Las tareas no deben agobiarlo y se debe tener en cuenta su edad.  Cuando los niños son pequeños, ayudar a papá y mamá es divertido y los hace sentirse importantes; mas aún si alabamos sus acciones y les agradecemos por ayudar.

En muchos casos, son los adultos los responsables de que muchos de sus hijos no quieran ayudar en casa, ya que son quienes hacen las labores por ellos y a medida que van creciendo, les exigen que cumplan con ciertas obligaciones domésticas que no están acostumbrados a hacer y es precisamente ahí, cuando empiezan las batallas por conseguir alguna colaboración.

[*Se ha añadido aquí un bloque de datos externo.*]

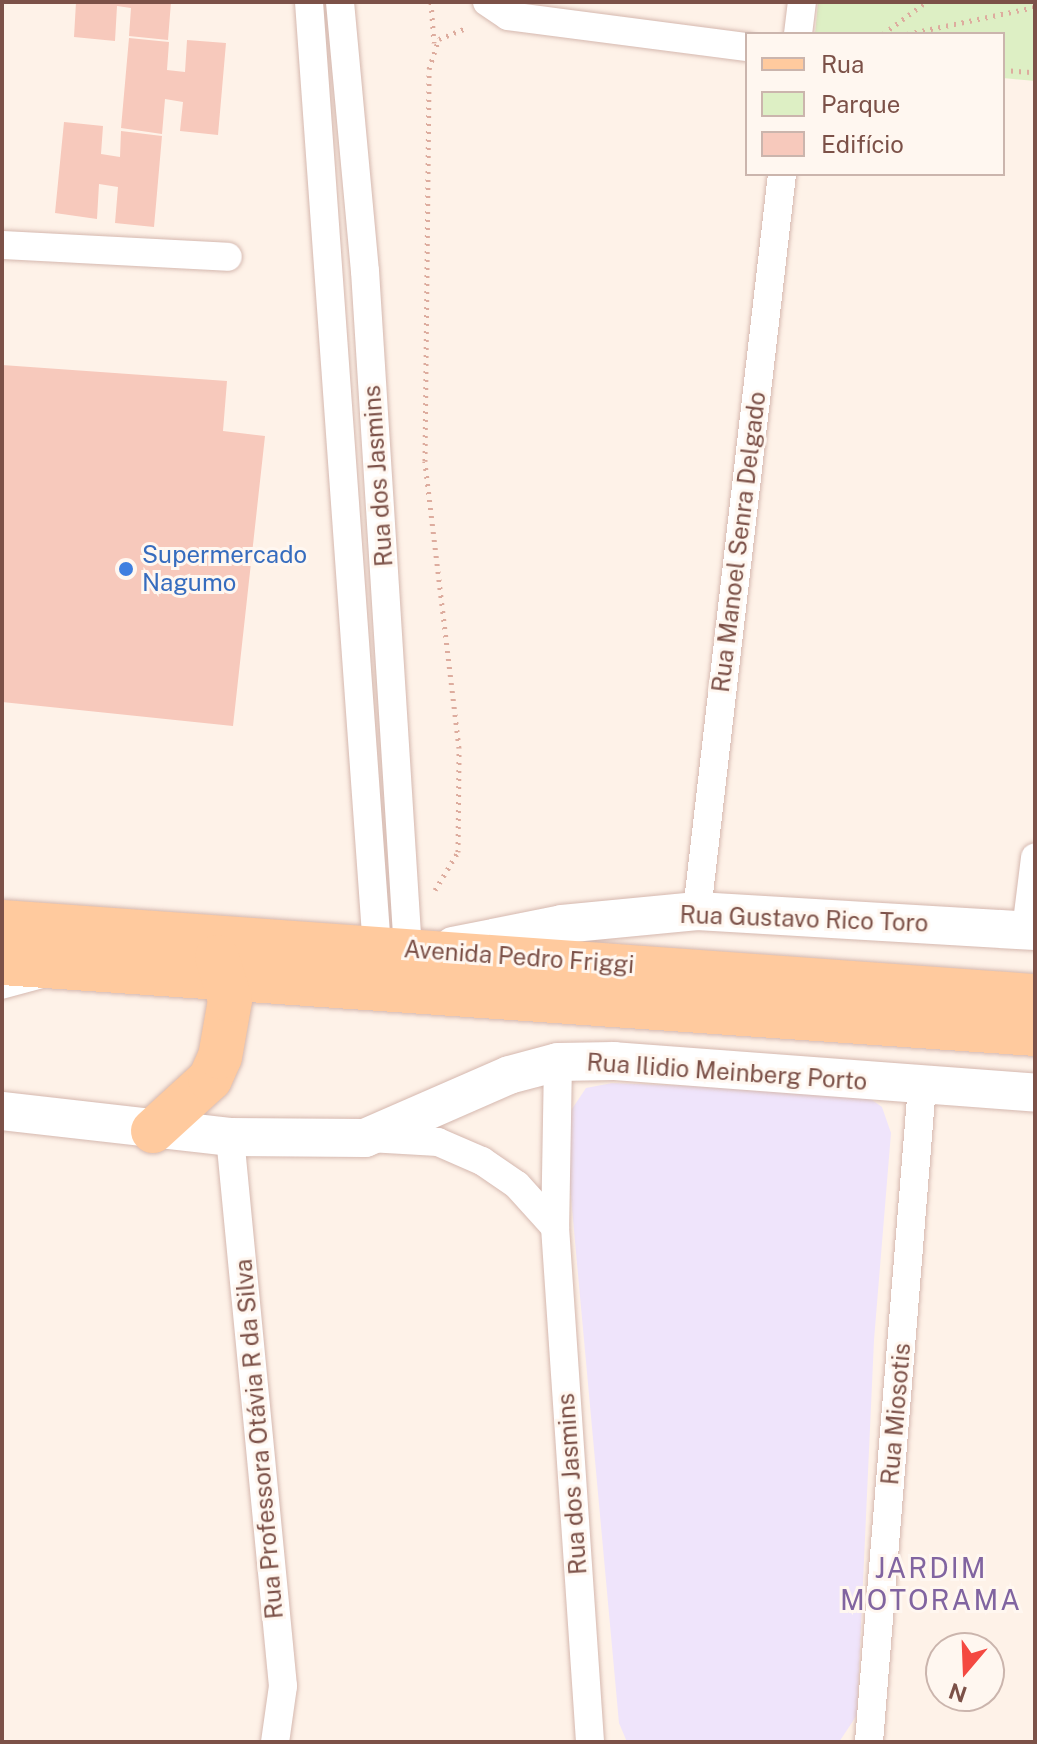 <!DOCTYPE html>
<meta charset="utf-8">
<style>
body{margin:0}
#map{position:relative;width:1037px;height:1744px;overflow:hidden;background:#fef2e8;font-family:"Public Sans",sans-serif}
div>[style]{position:absolute}
.education>*{inset:0;background:#efe4fb}
.green>*{inset:0;background:#ddefc4}
.building>*{inset:0;background:#f7c9bc}
.path>*{height:5px;margin-top:-2.5px;transform-origin:0;background:repeating-linear-gradient(90deg,#ddac9e 0 2px,transparent 0 8px)}
.roads{filter:drop-shadow(0 0 2px #d5b8af) drop-shadow(0 0 2px #d5b8af)}
.service>*{height:14px;margin:-7px;padding:0 7px;transform-origin:7px;border-radius:7px;background:#fff}
.minor>*{height:28px;margin:-14px;padding:0 14px;transform-origin:14px;border-radius:14px;background:#fff}
.secondary>*{height:38px;margin:-19px;padding:0 19px;transform-origin:19px;border-radius:19px;background:#fff}
.primary>*{height:44px;margin:-22px;padding:0 22px;transform-origin:22px;border-radius:22px;background:#ffca9e}
.dots>*{width:22px;height:22px;translate:-50% -50%;box-sizing:border-box;border:4px solid #fff7f0;border-radius:50%}
span{translate:-50% -50%;white-space:nowrap;text-align:center;line-height:1.15;-webkit-text-stroke:6px #fff7f0;paint-order:stroke}
.street-label{font-size:24px;color:#7c5148}
.shop-label{font-size:24px;color:#366cbe}
.left{translate:0 -50%;text-align:left}
.quarter-label{font-size:28px;color:#8164a0;letter-spacing:2px}
.frame{position:absolute;inset:0;border:4px solid #7c5148;pointer-events:none}
.legend{position:absolute;left:745px;top:32px;width:260px;height:144px;box-sizing:border-box;background:#fff7f0;border:2px solid #cbb5ad;margin:0;padding:10px 14px;list-style:none;font-size:24px;color:#7c5148}
.legend li{display:flex;align-items:center;gap:16px;height:40px}
.legend b{width:40px;border:2px solid #cbb5ad}
.north{position:absolute;left:925px;top:1632px;width:80px;height:80px;box-sizing:border-box;background:#fff7f0;border:2px solid #cbb5ad;border-radius:50%;rotate:199deg;font-size:22px;font-weight:700;line-height:32px;text-align:center;color:#7c5148}
.north::after{content:'';display:block;margin:auto;width:28px;height:36px;background:#f44941;clip-path:polygon(50% 0,100% 100%,50% 72%,0 100%)}
</style>
<div id="map">
<div class="education">
<i style="clip-path:polygon(612px 1083px,829px 1091px,865px 1095px,882px 1107px,891px 1133px,874px 1340px,857px 1715px,839px 1742px,627px 1742px,619px 1723px,564px 1121px,586px 1088px)"></i>
</div>
<div class="green">
<i style="clip-path:polygon(818px 2px,1035px 2px,1035px 81px,1003px 78px,1003px 34px,815px 34px)"></i>
</div>
<div class="building">
<i style="clip-path:polygon(76px 2px,171px 2px,168px 40px,129px 36px,131px 8px,117px 6px,115px 41px,74px 37px)"></i>
<i style="clip-path:polygon(129px 38px,169px 42px,167px 70px,185px 72px,187px 40px,226px 43px,218px 135px,180px 131px,183px 102px,165px 99px,162px 134px,121px 128px)"></i>
<i style="clip-path:polygon(64px 122px,103px 126px,101px 154px,120px 157px,121px 131px,162px 136px,154px 227px,115px 223px,118px 187px,99px 184px,97px 219px,55px 213px)"></i>
<i style="clip-path:polygon(2px 365px,227px 381px,223px 431px,265px 436px,233px 726px,2px 702px)"></i>
</div>
<div class="path">
<i style="left:431px;top:2px;width:41px;rotate:85.8deg"></i>
<i style="left:883px;top:34px;width:54px;rotate:-36.7deg"></i>
<i style="left:907px;top:34px;width:131px;rotate:-11.9deg"></i>
<i style="left:1003px;top:70px;width:32px;rotate:4deg"></i>
<i style="left:435px;top:890px;width:44px;rotate:-58.8deg"></i>
<i style="left:458px;top:852px;width:104px;rotate:-89.4deg"></i>
<i style="left:459px;top:748px;width:289px;rotate:-96.8deg"></i>
<i style="left:425px;top:461px;width:392px;rotate:-89.4deg"></i>
<i style="left:429px;top:69px;width:32px;rotate:-72deg"></i>
<i style="left:439px;top:39px;width:31px;rotate:-22deg"></i>
</div>
<div class="roads">
<div class="service">
<i style="left:2px;top:992px;width:39px;rotate:-15deg"></i>
</div>
<div class="minor">
<i style="left:309px;top:2px;width:948px;rotate:85.89deg"></i>
<i style="left:340px;top:2px;width:270px;rotate:84.7deg"></i>
<i style="left:365px;top:271px;width:680px;rotate:86.38deg"></i>
<i style="left:487px;top:2px;width:25px;rotate:34deg"></i>
<i style="left:508px;top:16px;width:241px;rotate:7.4deg"></i>
<i style="left:798px;top:34px;width:32px;rotate:-83deg"></i>
<i style="left:2px;top:245px;width:226px;rotate:3deg"></i>
<i style="left:697px;top:911px;width:742px;rotate:-83.42deg"></i>
<i style="left:1026px;top:930px;width:73px;rotate:-82.9deg"></i>
<i style="left:558px;top:1062px;width:165px;rotate:91deg"></i>
<i style="left:555px;top:1227px;width:516px;rotate:86.11deg"></i>
<i style="left:230px;top:1137px;width:552px;rotate:84.49deg"></i>
<i style="left:283px;top:1686px;width:57px;rotate:98.1deg"></i>
<i style="left:369px;top:1138px;width:69px;rotate:3.3deg"></i>
<i style="left:438px;top:1142px;width:48px;rotate:23.4deg"></i>
<i style="left:482px;top:1161px;width:42px;rotate:34.4deg"></i>
<i style="left:517px;top:1185px;width:57px;rotate:47.9deg"></i>
<i style="left:869px;top:1742px;width:658px;rotate:-85.38deg"></i>
</div>
<div class="secondary">
<i style="left:453px;top:946px;width:111px;rotate:-11.4deg"></i>
<i style="left:562px;top:924px;width:136px;rotate:-5.5deg"></i>
<i style="left:697px;top:911px;width:339px;rotate:3.4deg"></i>
<i style="left:2px;top:1111px;width:229px;rotate:6.5deg"></i>
<i style="left:230px;top:1137px;width:135px;rotate:0.4deg"></i>
<i style="left:365px;top:1138px;width:157px;rotate:-23.6deg"></i>
<i style="left:509px;top:1075px;width:51px;rotate:-14.9deg"></i>
<i style="left:558px;top:1062px;width:56px;rotate:-1deg"></i>
<i style="left:614px;top:1061px;width:422px;rotate:4.3deg"></i>
</div>
<div class="primary">
<i style="left:2px;top:922px;width:1036px;rotate:4.1deg"></i>
<i style="left:2px;top:963px;width:1035px;rotate:3.93deg"></i>
<i style="left:153px;top:1131px;width:77px;rotate:-42.4deg"></i>
<i style="left:210px;top:1079px;width:24px;rotate:-66deg"></i>
<i style="left:220px;top:1057px;width:58px;rotate:-80deg"></i>
<i style="left:230px;top:1000px;width:45px;rotate:-106.8deg"></i>
</div>
</div>
<div class="dots">
<i style="left:126px;top:569px;background:#3f7fe0"></i>
</div>
<div class="street-label">
<span style="left:378px;top:476px;rotate:-94deg">Rua dos Jasmins</span>
<span style="left:739px;top:542px;rotate:-83deg">Rua Manoel Senra Delgado</span>
<span style="left:804px;top:919px;rotate:2deg">Rua Gustavo Rico Toro</span>
<span style="left:519px;top:957px;rotate:4deg">Avenida Pedro Friggi</span>
<span style="left:727px;top:1072px;rotate:4deg">Rua Ilidio Meinberg Porto</span>
<span style="left:896px;top:1414px;rotate:-85deg">Rua Miosotis</span>
<span style="left:259px;top:1439px;rotate:-95deg">Rua Professora Otávia R da Silva</span>
<span style="left:572px;top:1484px;rotate:-94deg">Rua dos Jasmins</span>
</div>
<div class="shop-label">
<span class="left" style="left:142px;top:569px">Supermercado<br>Nagumo</span>
</div>
<div class="quarter-label">
<span style="left:931px;top:1584px">JARDIM<br>MOTORAMA</span>
</div>
<div class="frame"></div>
<ul class="legend">
<li><b style="height:10px;background:#ffca9e"></b>Rua</li>
<li><b style="height:22px;background:#ddefc4"></b>Parque</li>
<li><b style="height:22px;background:#f7c9bc"></b>Edifício</li>
</ul>
<div class="north">N</div>
</div>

A los 3 años los niños pueden empezar con tareas sencillas. A continuación damos ejemplos de algunas labores con las que podría empezar, como son:

  • Poner la ropa sucia en el cesto.
  • Ordenar sus juguetes después de jugar.
  • Ayudar a poner la mesa.

Posteriormente puede:

  • Llevar su plato al fregadero después de comer.
  • Secar los platos y/o guardarlos.
  • Hacer la cama antes de irse a la escuela.
  • Barrer o aspirar las alfombras.
  • Lavar la vajilla.

Si en algún momento al niño se le olvida y no cumple con la tarea asignada, no es recomendable que alguien más lo haga por él, porque de ser así, no aprenderá que es su responsabilidad.

Por tanto, el realizar las tareas domésticas ayuda al niño a tener sentido de la responsabilidad y le ayuda a desarrollar su autoestima y autonomía. Por otra parte aligera el trabajo de los padres en casa.